The movies that I can watch three times in a row are probably only boys and the world. The post-impressionist style and cute character design make every shot look like a postcard, and I can’t help but want to cherish it. The simple and fresh soundtrack is also refreshing.
The boy lives in the country, where chickens and ducks are in herds, cattle and sheep are at ease, and the river is crystal clear. The naughty little boy chased the chicken and duck, buried his head in the water, and watched the little fish swimming happily. Concise lines, colorful colors, farming parents, playful children, just like a few poems in Xin Qiji's "Qingpingle, Village Residence": The thatched eaves are small, and the house is green... I like children most.

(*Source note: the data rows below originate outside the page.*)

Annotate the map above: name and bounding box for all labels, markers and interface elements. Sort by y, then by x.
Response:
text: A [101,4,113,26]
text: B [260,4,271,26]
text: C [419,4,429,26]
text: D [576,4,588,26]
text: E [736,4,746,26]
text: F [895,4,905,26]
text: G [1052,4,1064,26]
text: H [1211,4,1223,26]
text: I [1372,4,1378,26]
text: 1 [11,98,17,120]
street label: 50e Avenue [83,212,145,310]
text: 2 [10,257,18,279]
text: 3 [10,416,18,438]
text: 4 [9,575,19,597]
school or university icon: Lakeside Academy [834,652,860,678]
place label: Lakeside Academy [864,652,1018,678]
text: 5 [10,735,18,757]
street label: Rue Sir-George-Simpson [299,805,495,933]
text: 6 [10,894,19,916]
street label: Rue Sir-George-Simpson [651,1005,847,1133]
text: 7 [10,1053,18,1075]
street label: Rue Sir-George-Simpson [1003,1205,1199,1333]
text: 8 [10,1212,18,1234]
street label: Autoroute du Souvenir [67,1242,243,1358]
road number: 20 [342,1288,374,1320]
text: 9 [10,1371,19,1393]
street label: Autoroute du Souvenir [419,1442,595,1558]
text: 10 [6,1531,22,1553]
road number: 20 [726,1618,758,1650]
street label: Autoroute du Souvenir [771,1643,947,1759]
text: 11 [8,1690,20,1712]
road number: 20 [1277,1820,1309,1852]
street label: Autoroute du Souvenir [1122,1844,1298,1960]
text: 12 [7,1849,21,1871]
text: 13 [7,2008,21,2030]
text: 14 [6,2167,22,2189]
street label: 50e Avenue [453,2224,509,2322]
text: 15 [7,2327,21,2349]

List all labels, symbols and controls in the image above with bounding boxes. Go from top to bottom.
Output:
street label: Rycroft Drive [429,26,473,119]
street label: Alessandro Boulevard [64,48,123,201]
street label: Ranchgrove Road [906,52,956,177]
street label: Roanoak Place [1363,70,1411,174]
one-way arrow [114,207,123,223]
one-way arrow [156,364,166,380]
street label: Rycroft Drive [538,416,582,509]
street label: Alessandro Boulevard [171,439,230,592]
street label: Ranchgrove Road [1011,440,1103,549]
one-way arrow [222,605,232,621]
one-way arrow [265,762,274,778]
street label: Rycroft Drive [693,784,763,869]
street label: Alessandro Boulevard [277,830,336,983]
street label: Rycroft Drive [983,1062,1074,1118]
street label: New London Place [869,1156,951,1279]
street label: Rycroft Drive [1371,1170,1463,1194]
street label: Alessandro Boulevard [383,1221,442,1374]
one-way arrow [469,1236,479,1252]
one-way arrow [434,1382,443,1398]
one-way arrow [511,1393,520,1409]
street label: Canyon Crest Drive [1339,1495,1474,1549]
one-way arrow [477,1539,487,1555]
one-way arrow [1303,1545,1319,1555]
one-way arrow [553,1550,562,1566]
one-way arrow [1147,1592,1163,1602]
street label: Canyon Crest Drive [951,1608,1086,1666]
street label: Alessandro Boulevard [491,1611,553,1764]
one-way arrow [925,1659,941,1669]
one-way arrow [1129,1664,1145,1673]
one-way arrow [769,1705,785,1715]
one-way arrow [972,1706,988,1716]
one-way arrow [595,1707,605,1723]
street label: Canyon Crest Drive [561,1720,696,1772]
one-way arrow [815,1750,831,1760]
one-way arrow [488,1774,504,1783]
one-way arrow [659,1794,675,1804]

Rogue, Xitou lie down and peel the lotus.
I think of my childhood in the countryside, herding cows and feeding pigs, removing rocks in the creek to catch crabs, digging a hole in the wild to roast sweet potatoes, and hide-and-seek in the cornfield. In the evening, the smoke is curled up, and you can smell the old tofu made by yourself and the sausage in the twelfth lunar month.
It was the most fortunate and happy, simple and happy memory. It's like the indelible memory that the boy has.
The father was forced to get on the train bound for the city because of his livelihood, and the little boy secretly climbed onto the train with a family portrait to find his father. He passed by the cotton field. In the writing of the author and director Abreu, the hardworking men, women and children in the countryside and the textile workers in the factory are all brilliant and bright colors like red, yellow, blue and green, coupled with the most glorious and cheerful tunes of labor.
However, the color is replaced by industrialized assembly lines and uniform black. The boy saw the abandoned textile factories, the skyscrapers, the shipping containers, the shopping malls, and the televisions were full of commodities, commodities, and commodities. An old car was parked in the junkyard next to the railway station. The boy sat on the car and watched the war, technology, prosperity, and entertainment broadcast on the big screen. Turning around, there is a group of children rumbling through the garbage dump.
The little boy rode a street artist’s bicycle to the train station, but he did not find his father. All the people who got off the car looked the same, just like the garments produced by the assembly line in the container.
The boy also saw the big black bird armed with industrialization using the aircraft cannon to kill the five-color bird flying freely over the city with its gorgeous wings.
The boy ran home impatiently in horror.
However, the hometown is the dream that can't go back.
Like his father, like the street performer, the grown-up boy left his hometown and went to the city.
The city is a pyramid. Most people live at the bottom. There is rubbish everywhere, forests have been cut down, and rivers are muddy.
After many years, the boy returned to his hometown. Take the striped hat his mother gave him. However, hometown is the dream that can't go back.
I think of my hometown. The small city surrounded by mountains and rivers is now full of tall buildings, the roads are full of cars, and the streets are full of dazzling goods. Once the small river was built with a high dam, the children can no longer swim in the river to catch fish like I did when I was a child. Going to the countryside, young people go to work in cities, and large areas of farmland are left uncultivated and become wasteland. Only a few old people and children stayed in the village, many houses were hung with a big lock, and the yard was overgrown with weeds.
The world of boys is disappearing, and boys are disappearing in this world. Just like our world and the tens of thousands of us in the world, disappearing in the vastly rich commodities and materials, in the very busy modern life, in the misty factory streets, in the train leaving the homeland. middle.
If there is a movie that brings us back to our colorful and bright childhood, that movie must be a boy and the world.
If there is a movie that allows us to torture and reflect on where the world takes us, that movie must also be the boy and the world.
Every color, music, every line and drawing in the movie is a symbol, a symbol, full of meaning, with a clean and bright warmth and sadness, and the survival of industrial society and modern civilization. Serious thinking and deep concern for the predicament.
It's just hometown, a colorful dream that can't be returned.